- [PROBLEM DETAILS]: In the data that follows, find each line containing "dots" and copy it.

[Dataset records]
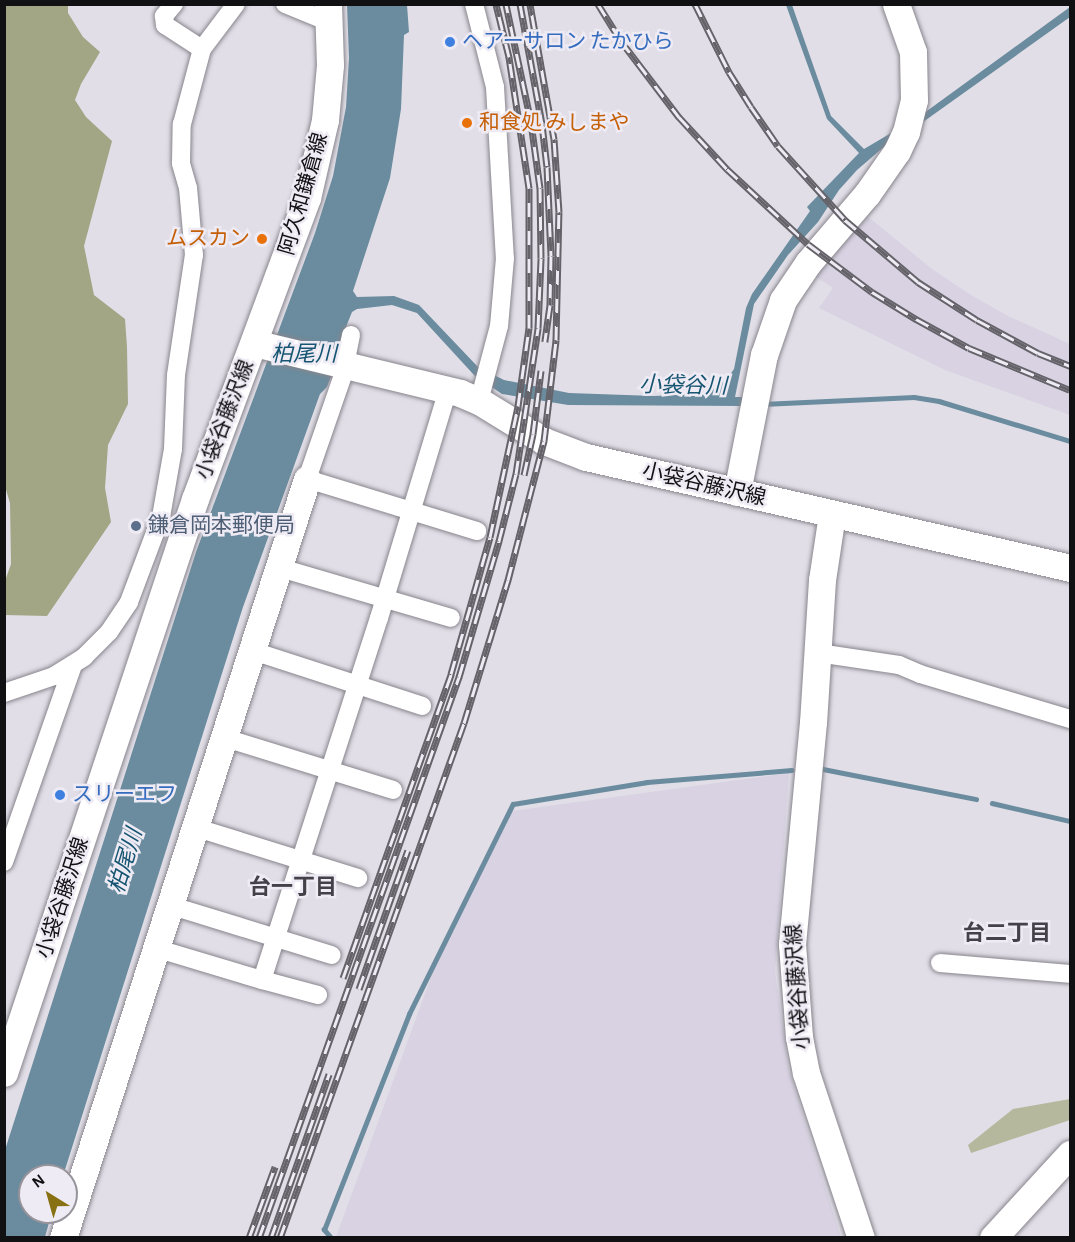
<!DOCTYPE html>
<meta charset="utf-8">
<style>
body{margin:0}
#map{position:relative;width:1075px;height:1242px;overflow:hidden;background:#e1dee7;font-family:"Alegreya Sans","Noto Sans JP",sans-serif}
div>[style]{position:absolute}
.built>*{inset:0;background:#d8d2e2}
.green>*{inset:0;background:#b5b89d}
.forest>*{inset:0;background:#a2a685}
.water>*{inset:0;background:#6a8c9e}
.stream>*{height:4.5px;margin:-2.25px;padding:0 2.25px;transform-origin:2.25px;border-radius:2.25px;background:#6a8c9e}
.roads{filter:drop-shadow(0 0 2px #88858d) drop-shadow(0 0 2px #88858d)}
.street>*{height:18px;margin:-9px;padding:0 9px;transform-origin:9px;border-radius:9px;background:#fff}
.secondary>*{height:27px;margin:-13.5px;padding:0 13.5px;transform-origin:13.5px;border-radius:13.5px;background:#fff}
.rail>*{height:7px;margin-top:-3.5px;transform-origin:0;background:repeating-linear-gradient(90deg,#eeebf4 0 14px,#656369 0 28px);box-sizing:border-box;border-block:2px solid #656369}
.dots>*{width:16px;height:16px;translate:-50% -50%;box-sizing:border-box;border:3px solid #eeebf4;border-radius:50%}
span{translate:-50% -50%;white-space:nowrap;text-align:center;line-height:1.15;-webkit-text-stroke:5px #eeebf4;paint-order:stroke}
.shop-label{font-size:21px;color:#366cbe}
.left{translate:0 -50%;text-align:left}
.food-label{font-size:21px;color:#c56008}
.right{translate:-100% -50%;text-align:right}
.street-label{font-size:21px;color:#111013}
.service-label{font-size:21px;color:#4e5e75}
.water-label{font-size:22px;color:#165571;font-style:italic}
.neighbourhood-label{font-size:22px;color:#444149;font-weight:700}
.frame{position:absolute;inset:0;border:6px solid #111013;pointer-events:none}
.north{position:absolute;left:18px;top:1164px;width:60px;height:60px;box-sizing:border-box;background:#eeebf4;border:2px solid #96939a;border-radius:50%;rotate:323deg;font-size:16px;font-weight:700;line-height:24px;text-align:center;color:#111013}
.north::after{content:'';display:block;margin:auto;width:21px;height:27px;background:#887112;clip-path:polygon(50% 0,100% 100%,50% 72%,0 100%)}
</style>
<div id="map">
<div class="built">
<i style="clip-path:polygon(866px 215px,932px 269px,971px 295px,1008px 316px,1070px 344px,1070px 415px,945px 370px,819px 308px,833px 288px,811px 274px,837px 240px,844px 244px)"></i>
<i style="clip-path:polygon(789px 773px,775px 972px,789px 1071px,841px 1237px,336px 1237px,445px 939px,512px 811px)"></i>
</div>
<div class="green">
<i style="clip-path:polygon(1070px 1099px,1070px 1120px,971px 1153px,968px 1145px,1013px 1109px)"></i>
</div>
<div class="forest">
<i style="clip-path:polygon(5px 4px,68px 5px,68px 13px,83px 37px,100px 52px,81px 84px,75px 100px,86px 117px,112px 141px,84px 246px,94px 295px,125px 319px,127px 347px,128px 404px,108px 445px,105px 488px,111px 522px,47px 616px,5px 615px,5px 581px,11px 564px,10px 503px,4px 483px)"></i>
</div>
<div class="water">
<i style="clip-path:polygon(347px 5px,407px 5px,409px 32px,404px 35px,401px 109px,390px 178px,353px 291px,357px 297px,394px 296px,419px 305px,478px 367px,504px 380px,569px 393px,654px 396px,697px 394px,711px 391px,727px 379px,734px 369px,746px 308px,752px 294px,810px 211px,807px 207px,859px 153px,827px 119px,786px 5px,792px 5px,831px 116px,864px 149px,920px 116px,1070px 7px,1070px 17px,916px 127px,885px 146px,857px 170px,839px 190px,818px 222px,788px 255px,754px 304px,735px 397px,745px 397px,743px 406px,568px 405px,502px 394px,474px 375px,417px 313px,392px 305px,357px 309px,352px 312px,340px 342px,342px 348px,327px 387px,320px 394px,243px 607px,63px 1176px,30px 1176px,30px 1212px,52px 1212px,45px 1237px,5px 1238px,5px 1150px,196px 552px,315px 233px,333px 176px,346px 107px,349px 58px)"></i>
</div>
<div class="stream">
<i style="left:762px;top:404px;width:152px;rotate:-2.6deg"></i>
<i style="left:914px;top:397px;width:25px;rotate:9deg"></i>
<i style="left:939px;top:401px;width:137px;rotate:17deg"></i>
<i style="left:823px;top:769px;width:156px;rotate:11.1deg"></i>
<i style="left:992px;top:803px;width:80px;rotate:13deg"></i>
<i style="left:331px;top:1238px;width:11px;rotate:-131deg"></i>
<i style="left:324px;top:1230px;width:232px;rotate:-68.5deg"></i>
<i style="left:409px;top:1014px;width:234px;rotate:-63.7deg"></i>
<i style="left:513px;top:804px;width:136px;rotate:-9.3deg"></i>
<i style="left:647px;top:782px;width:145px;rotate:-4.7deg"></i>
</div>
<div class="roads">
<div class="street">
<i style="left:174px;top:4px;width:16px;rotate:130deg"></i>
<i style="left:164px;top:16px;width:9px;rotate:84deg"></i>
<i style="left:165px;top:25px;width:44px;rotate:33deg"></i>
<i style="left:285px;top:4px;width:48px;rotate:22.2deg"></i>
<i style="left:474px;top:4px;width:86px;rotate:75.8deg"></i>
<i style="left:495px;top:87px;width:171px;rotate:86.7deg"></i>
<i style="left:505px;top:258px;width:68px;rotate:95deg"></i>
<i style="left:499px;top:326px;width:78px;rotate:104.9deg"></i>
<i style="left:351px;top:335px;width:41px;rotate:101.3deg"></i>
<i style="left:343px;top:375px;width:110px;rotate:109.1deg"></i>
<i style="left:307px;top:479px;width:178px;rotate:17deg"></i>
<i style="left:277px;top:567px;width:181px;rotate:16.3deg"></i>
<i style="left:250px;top:650px;width:181px;rotate:18deg"></i>
<i style="left:818px;top:653px;width:82px;rotate:8.4deg"></i>
<i style="left:899px;top:665px;width:23px;rotate:23deg"></i>
<i style="left:920px;top:674px;width:157px;rotate:16.7deg"></i>
<i style="left:4px;top:693px;width:53px;rotate:-18.8deg"></i>
<i style="left:54px;top:676px;width:36px;rotate:-32deg"></i>
<i style="left:84px;top:657px;width:35px;rotate:-45deg"></i>
<i style="left:109px;top:632px;width:36px;rotate:-56deg"></i>
<i style="left:129px;top:602px;width:91px;rotate:-69.4deg"></i>
<i style="left:161px;top:517px;width:69px;rotate:-80deg"></i>
<i style="left:173px;top:449px;width:74px;rotate:-87.7deg"></i>
<i style="left:176px;top:375px;width:121px;rotate:-81.5deg"></i>
<i style="left:194px;top:255px;width:67px;rotate:-95.1deg"></i>
<i style="left:188px;top:188px;width:26px;rotate:-106deg"></i>
<i style="left:181px;top:163px;width:39px;rotate:-89deg"></i>
<i style="left:182px;top:124px;width:78px;rotate:-75.1deg"></i>
<i style="left:202px;top:49px;width:56px;rotate:-52.9deg"></i>
<i style="left:222px;top:737px;width:179px;rotate:17.2deg"></i>
<i style="left:194px;top:827px;width:172px;rotate:17.3deg"></i>
<i style="left:4px;top:862px;width:209px;rotate:-70.7deg"></i>
<i style="left:169px;top:905px;width:170px;rotate:17.1deg"></i>
<i style="left:155px;top:948px;width:112px;rotate:16.7deg"></i>
<i style="left:262px;top:980px;width:380px;rotate:-72.1deg"></i>
<i style="left:379px;top:618px;width:238px;rotate:-73.2deg"></i>
<i style="left:940px;top:963px;width:130px;rotate:4.8deg"></i>
<i style="left:262px;top:980px;width:58px;rotate:15deg"></i>
</div>
<div class="secondary">
<i style="left:254px;top:343px;width:212px;rotate:13.6deg"></i>
<i style="left:460px;top:393px;width:21px;rotate:23deg"></i>
<i style="left:479px;top:401px;width:76px;rotate:31.6deg"></i>
<i style="left:544px;top:441px;width:45px;rotate:20.9deg"></i>
<i style="left:586px;top:457px;width:497px;rotate:12.9deg"></i>
<i style="left:737px;top:492px;width:140px;rotate:-78.9deg"></i>
<i style="left:764px;top:355px;width:58px;rotate:-70.9deg"></i>
<i style="left:783px;top:300px;width:45px;rotate:-56deg"></i>
<i style="left:808px;top:263px;width:91px;rotate:-49.5deg"></i>
<i style="left:867px;top:194px;width:52px;rotate:-55.1deg"></i>
<i style="left:897px;top:151px;width:21px;rotate:-65deg"></i>
<i style="left:906px;top:132px;width:33px;rotate:-76deg"></i>
<i style="left:914px;top:100px;width:48px;rotate:-91.2deg"></i>
<i style="left:913px;top:52px;width:51px;rotate:-109.5deg"></i>
<i style="left:832px;top:514px;width:67px;rotate:98.6deg"></i>
<i style="left:822px;top:580px;width:142px;rotate:93.6deg"></i>
<i style="left:813px;top:722px;width:223px;rotate:95.4deg"></i>
<i style="left:792px;top:944px;width:93px;rotate:85.7deg"></i>
<i style="left:799px;top:1037px;width:37px;rotate:79deg"></i>
<i style="left:806px;top:1073px;width:174px;rotate:71.6deg"></i>
<i style="left:4px;top:1073px;width:605px;rotate:-71.6deg"></i>
<i style="left:195px;top:499px;width:321px;rotate:-69.6deg"></i>
<i style="left:307px;top:198px;width:80px;rotate:-77deg"></i>
<i style="left:325px;top:120px;width:55px;rotate:-84.8deg"></i>
<i style="left:330px;top:65px;width:61px;rotate:-91.9deg"></i>
<i style="left:63px;top:1238px;width:797px;rotate:-72.18deg"></i>
<i style="left:993px;top:1238px;width:114px;rotate:-47.5deg"></i>
</div>
</div>
<div class="rail">
<i style="left:520px;top:4px;width:122px;rotate:79.6deg"></i>
<i style="left:542px;top:124px;width:43px;rotate:83.4deg"></i>
<i style="left:547px;top:167px;width:89px;rotate:87.4deg"></i>
<i style="left:551px;top:256px;width:49px;rotate:91.2deg"></i>
<i style="left:550px;top:305px;width:37px;rotate:98deg"></i>
<i style="left:598px;top:4px;width:44px;rotate:58.1deg"></i>
<i style="left:621px;top:41px;width:96px;rotate:52.7deg"></i>
<i style="left:679px;top:117px;width:71px;rotate:47.3deg"></i>
<i style="left:727px;top:169px;width:110px;rotate:42.8deg"></i>
<i style="left:808px;top:244px;width:80px;rotate:36.9deg"></i>
<i style="left:872px;top:292px;width:52px;rotate:31.5deg"></i>
<i style="left:916px;top:319px;width:60px;rotate:28.7deg"></i>
<i style="left:969px;top:348px;width:109px;rotate:22.6deg"></i>
<i style="left:695px;top:4px;width:76px;rotate:63.4deg"></i>
<i style="left:729px;top:72px;width:41px;rotate:57.8deg"></i>
<i style="left:751px;top:107px;width:47px;rotate:55.3deg"></i>
<i style="left:778px;top:146px;width:100px;rotate:47.8deg"></i>
<i style="left:845px;top:220px;width:96px;rotate:40.3deg"></i>
<i style="left:918px;top:282px;width:70px;rotate:32.8deg"></i>
<i style="left:977px;top:320px;width:69px;rotate:28.4deg"></i>
<i style="left:1038px;top:353px;width:35px;rotate:22deg"></i>
<i style="left:524px;top:475px;width:42px;rotate:-77.6deg"></i>
<i style="left:533px;top:434px;width:64px;rotate:-82.8deg"></i>
<i style="left:343px;top:978px;width:323px;rotate:-70.4deg"></i>
<i style="left:451px;top:674px;width:142px;rotate:-74.1deg"></i>
<i style="left:490px;top:537px;width:134px;rotate:-77.9deg"></i>
<i style="left:518px;top:406px;width:79px;rotate:-82deg"></i>
<i style="left:529px;top:328px;width:140px;rotate:-90deg"></i>
<i style="left:529px;top:188px;width:133px;rotate:-98.7deg"></i>
<i style="left:509px;top:57px;width:55px;rotate:-103.8deg"></i>
<i style="left:359px;top:989px;width:147px;rotate:-70.6deg"></i>
<i style="left:249px;top:1238px;width:76px;rotate:-69.9deg"></i>
<i style="left:259px;top:1238px;width:596px;rotate:-70.38deg"></i>
<i style="left:459px;top:677px;width:142px;rotate:-73.6deg"></i>
<i style="left:499px;top:541px;width:69px;rotate:-75.8deg"></i>
<i style="left:516px;top:474px;width:148px;rotate:-81.4deg"></i>
<i style="left:538px;top:328px;width:70px;rotate:-87.5deg"></i>
<i style="left:541px;top:258px;width:70px;rotate:-90.8deg"></i>
<i style="left:540px;top:188px;width:67px;rotate:-97.8deg"></i>
<i style="left:531px;top:122px;width:121px;rotate:-102deg"></i>
<i style="left:271px;top:1238px;width:174px;rotate:-70.5deg"></i>
<i style="left:280px;top:1238px;width:547px;rotate:-70.34deg"></i>
<i style="left:464px;top:723px;width:150px;rotate:-72.9deg"></i>
<i style="left:508px;top:580px;width:144px;rotate:-75.5deg"></i>
<i style="left:544px;top:441px;width:102px;rotate:-83.2deg"></i>
<i style="left:556px;top:340px;width:128px;rotate:-88.7deg"></i>
<i style="left:559px;top:212px;width:73px;rotate:-93.9deg"></i>
<i style="left:554px;top:139px;width:137px;rotate:-100.1deg"></i>
</div>
<div class="dots">
<i style="left:450px;top:42px;background:#3f7fe0"></i>
<i style="left:467px;top:123px;background:#e8710a"></i>
<i style="left:262px;top:239px;background:#e8710a"></i>
<i style="left:136px;top:526px;background:#5c6f8a"></i>
<i style="left:60px;top:795px;background:#3f7fe0"></i>
</div>
<div class="shop-label">
<span class="left" style="left:462px;top:42px">ヘアーサロン たかひら</span>
<span class="left" style="left:72px;top:795px">スリーエフ</span>
</div>
<div class="food-label">
<span class="left" style="left:479px;top:123px">和食処 みしまや</span>
<span class="right" style="left:250px;top:239px">ムスカン</span>
</div>
<div class="street-label">
<span style="left:304px;top:194px;rotate:-74deg">阿久和鎌倉線</span>
<span style="left:225px;top:420px;rotate:-69deg">小袋谷藤沢線</span>
<span style="left:704px;top:485px;rotate:13deg">小袋谷藤沢線</span>
<span style="left:63px;top:898px;rotate:-72deg">小袋谷藤沢線</span>
<span style="left:798px;top:987px;rotate:-94deg">小袋谷藤沢線</span>
</div>
<div class="service-label">
<span class="left" style="left:148px;top:526px">鎌倉岡本郵便局</span>
</div>
<div class="water-label">
<span style="left:304px;top:355px">柏尾川</span>
<span style="left:683px;top:386px;rotate:1deg">小袋谷川</span>
<span style="left:126px;top:861px;rotate:-73deg">柏尾川</span>
</div>
<div class="neighbourhood-label">
<span style="left:293px;top:888px">台一丁目</span>
<span style="left:1007px;top:934px">台二丁目</span>
</div>
<div class="frame"></div>
<div class="north">N</div>
</div>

- [EXPECTED ANSWER]:
.dots>*{width:16px;height:16px;translate:-50% -50%;box-sizing:border-box;border:3px solid #eeebf4;border-radius:50%}
<div class="dots">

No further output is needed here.